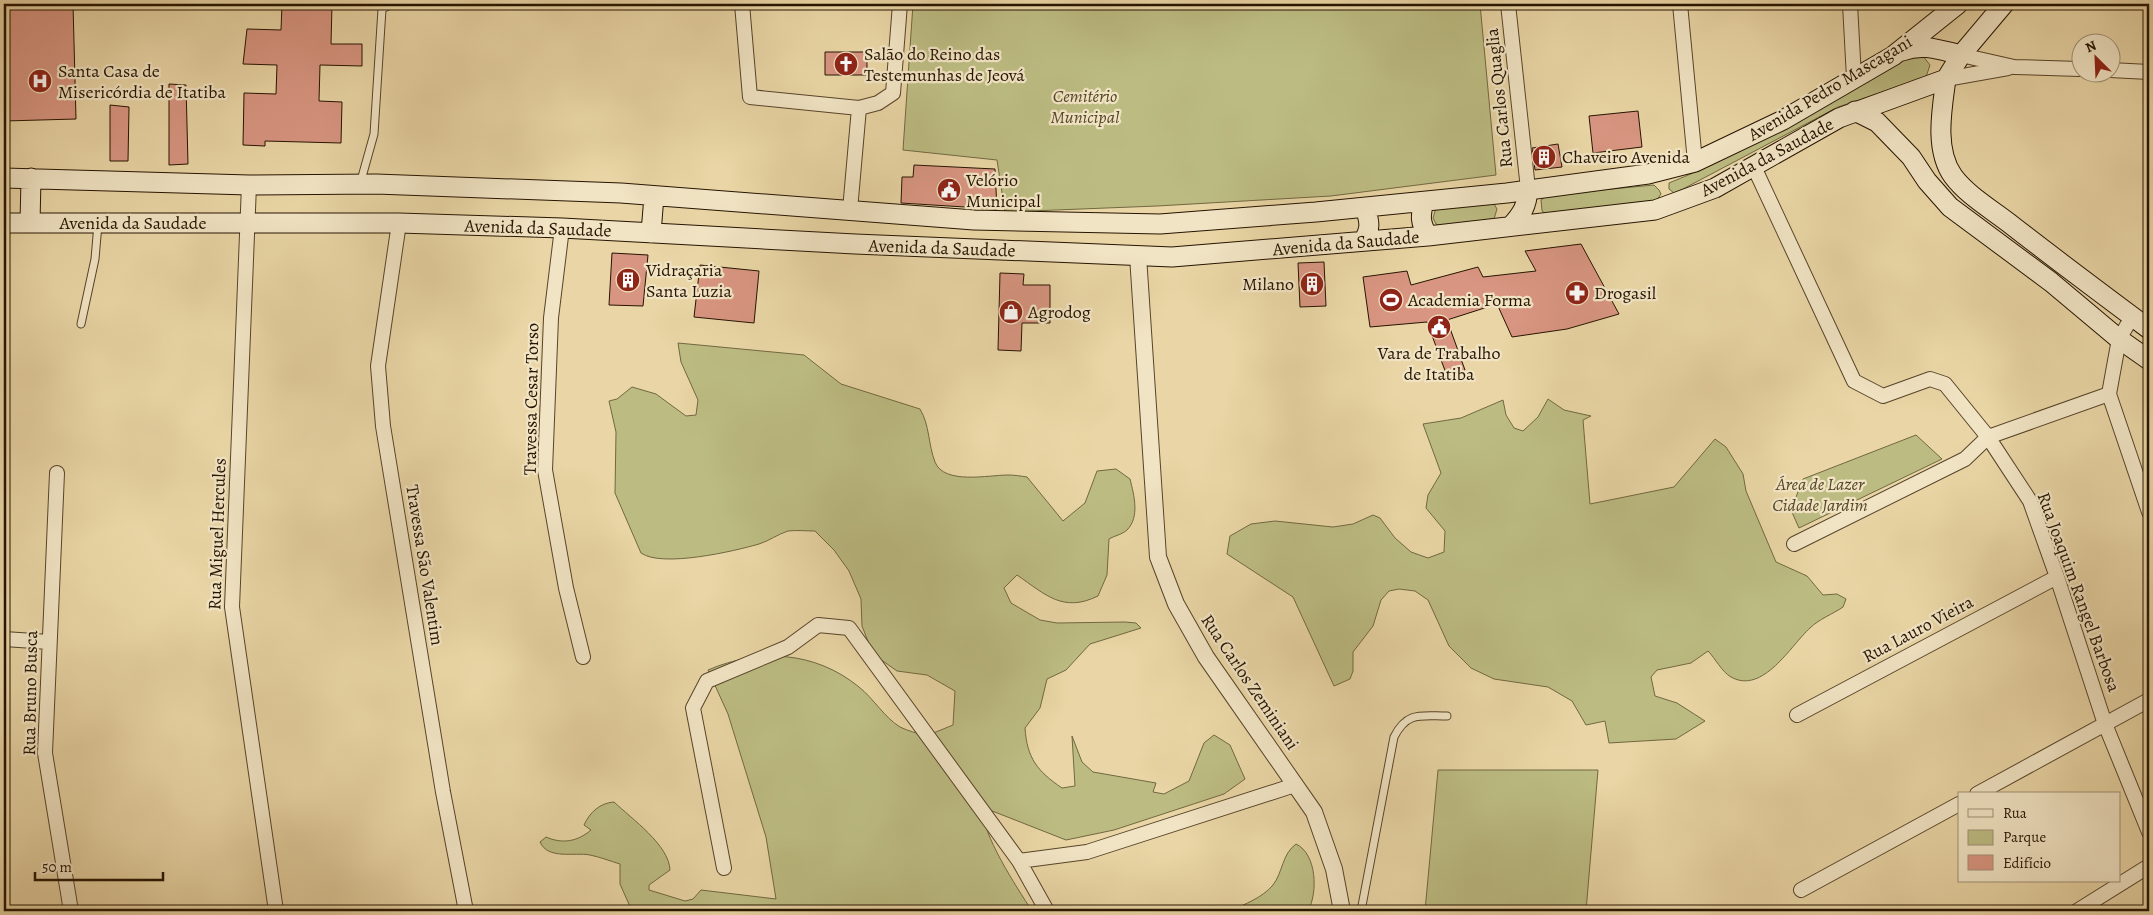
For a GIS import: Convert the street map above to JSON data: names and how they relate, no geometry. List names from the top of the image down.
{
  "streets": {
    "main road": ["Avenida Pedro Mascagani", "Avenida da Saudade"],
    "street": [
      "Rua Carlos Quaglia",
      "Travessa Cesar Torso",
      "Rua Miguel Hercules",
      "Travessa São Valentim",
      "Rua Joaquim Rangel Barbosa",
      "Rua Lauro Vieira",
      "Rua Carlos Zeminiani",
      "Rua Bruno Busca"
    ]
  },
  "crossings": [
    ["Avenida Pedro Mascagani", "Avenida da Saudade"],
    ["Rua Carlos Quaglia", "Avenida da Saudade"],
    ["Avenida da Saudade", "Travessa Cesar Torso"],
    ["Avenida da Saudade", "Rua Miguel Hercules"],
    ["Avenida da Saudade", "Travessa São Valentim"],
    ["Avenida da Saudade", "Rua Joaquim Rangel Barbosa"],
    ["Avenida da Saudade", "Rua Carlos Zeminiani"],
    ["Rua Joaquim Rangel Barbosa", "Rua Lauro Vieira"]
  ],
  "parks": ["Cemitério Municipal", "Área de Lazer Cidade Jardim"],
  "places": {
    "church": ["Salão do Reino das Testemunhas de Jeová"],
    "hospital": ["Santa Casa de Misericórdia de Itatiba"],
    "building": ["Chaveiro Avenida", "Vidraçaria Santa Luzia", "Milano"],
    "public building": ["Velório Municipal", "Vara de Trabalho de Itatiba"],
    "pharmacy": ["Drogasil"],
    "sports": ["Academia Forma"],
    "shop": ["Agrodog"]
  },
  "legend": ["Rua", "Parque", "Edifício"],
  "scale_bar": "50 m",
  "north": "top left"
}
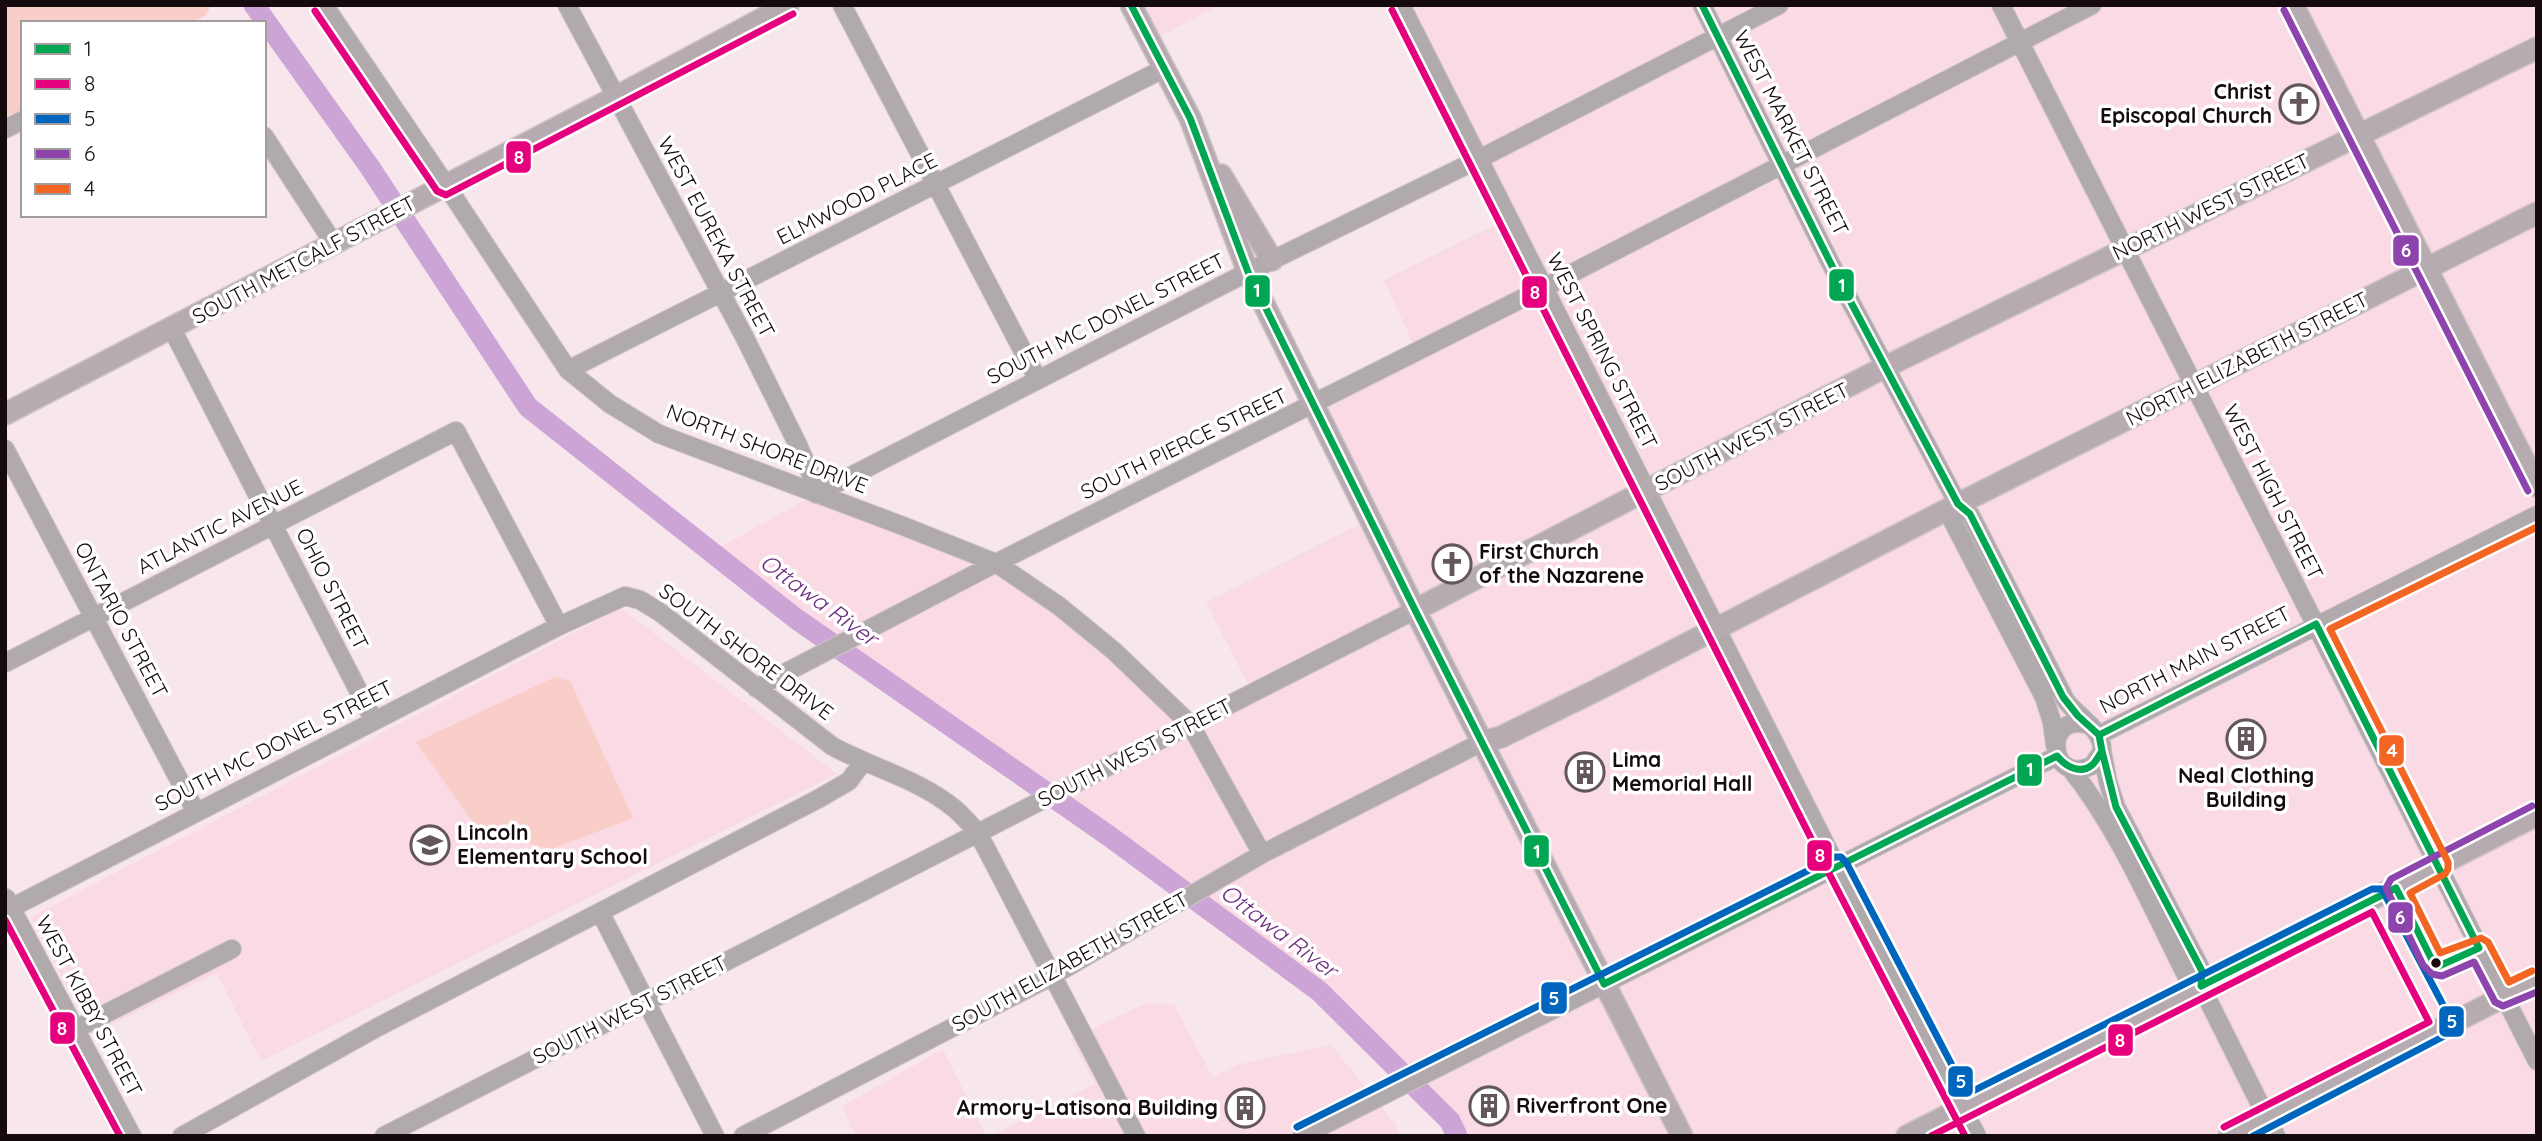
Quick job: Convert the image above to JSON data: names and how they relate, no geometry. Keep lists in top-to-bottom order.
{
  "streets": {
    "main road": [
      "NORTH WEST STREET",
      "SOUTH METCALF STREET",
      "NORTH ELIZABETH STREET",
      "SOUTH WEST STREET",
      "SOUTH ELIZABETH STREET"
    ],
    "street": [
      "WEST MARKET STREET",
      "ELMWOOD PLACE",
      "WEST EUREKA STREET",
      "SOUTH MC DONEL STREET",
      "WEST SPRING STREET",
      "SOUTH PIERCE STREET",
      "NORTH SHORE DRIVE",
      "WEST HIGH STREET",
      "ATLANTIC AVENUE",
      "OHIO STREET",
      "ONTARIO STREET",
      "SOUTH SHORE DRIVE",
      "NORTH MAIN STREET",
      "WEST KIBBY STREET"
    ]
  },
  "crossings": [
    ["WEST MARKET STREET", "NORTH WEST STREET"],
    ["WEST MARKET STREET", "SOUTH MC DONEL STREET"],
    ["WEST MARKET STREET", "NORTH ELIZABETH STREET"],
    ["WEST MARKET STREET", "SOUTH WEST STREET"],
    ["WEST MARKET STREET", "SOUTH PIERCE STREET"],
    ["WEST MARKET STREET", "NORTH MAIN STREET"],
    ["WEST MARKET STREET", "SOUTH ELIZABETH STREET"],
    ["ELMWOOD PLACE", "WEST EUREKA STREET"],
    ["ELMWOOD PLACE", "NORTH SHORE DRIVE"],
    ["NORTH WEST STREET", "SOUTH WEST STREET"],
    ["NORTH WEST STREET", "WEST HIGH STREET"],
    ["WEST EUREKA STREET", "SOUTH METCALF STREET"],
    ["WEST EUREKA STREET", "SOUTH MC DONEL STREET"],
    ["WEST EUREKA STREET", "NORTH SHORE DRIVE"],
    ["SOUTH METCALF STREET", "NORTH SHORE DRIVE"],
    ["SOUTH METCALF STREET", "OHIO STREET"],
    ["SOUTH MC DONEL STREET", "WEST SPRING STREET"],
    ["SOUTH MC DONEL STREET", "NORTH SHORE DRIVE"],
    ["SOUTH MC DONEL STREET", "ATLANTIC AVENUE"],
    ["SOUTH MC DONEL STREET", "OHIO STREET"],
    ["SOUTH MC DONEL STREET", "ONTARIO STREET"],
    ["SOUTH MC DONEL STREET", "SOUTH SHORE DRIVE"],
    ["SOUTH MC DONEL STREET", "WEST KIBBY STREET"],
    ["WEST SPRING STREET", "SOUTH WEST STREET"],
    ["WEST SPRING STREET", "SOUTH PIERCE STREET"],
    ["WEST SPRING STREET", "SOUTH ELIZABETH STREET"],
    ["NORTH ELIZABETH STREET", "WEST HIGH STREET"],
    ["NORTH ELIZABETH STREET", "SOUTH ELIZABETH STREET"],
    ["SOUTH WEST STREET", "NORTH SHORE DRIVE"],
    ["SOUTH WEST STREET", "SOUTH SHORE DRIVE"],
    ["SOUTH PIERCE STREET", "NORTH SHORE DRIVE"],
    ["SOUTH PIERCE STREET", "WEST HIGH STREET"],
    ["SOUTH PIERCE STREET", "SOUTH SHORE DRIVE"],
    ["NORTH SHORE DRIVE", "SOUTH ELIZABETH STREET"],
    ["WEST HIGH STREET", "NORTH MAIN STREET"],
    ["ATLANTIC AVENUE", "OHIO STREET"],
    ["ATLANTIC AVENUE", "ONTARIO STREET"],
    ["ATLANTIC AVENUE", "SOUTH SHORE DRIVE"]
  ],
  "water": ["Ottawa River"],
  "places": {
    "church": ["Christ Episcopal Church", "First Church of the Nazarene"],
    "building": [
      "Neal Clothing Building",
      "Lima Memorial Hall",
      "Riverfront One",
      "Armory–Latisona Building"
    ],
    "school or university": ["Lincoln Elementary School"]
  },
  "lines": [
    "transit line 1",
    "transit line 8",
    "transit line 6",
    "transit line 4",
    "transit line 5"
  ],
  "legend": [
    "1",
    "8",
    "5",
    "6",
    "4"
  ]
}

■ The task ■
All lines above with the word "image" need to be reported.

■ Your response ■
For a GIS import: Convert the street map above to JSON data: names and how they relate, no geometry. List names from the top of the image down.
Quick job: Convert the image above to JSON data: names and how they relate, no geometry. Keep lists in top-to-bottom order.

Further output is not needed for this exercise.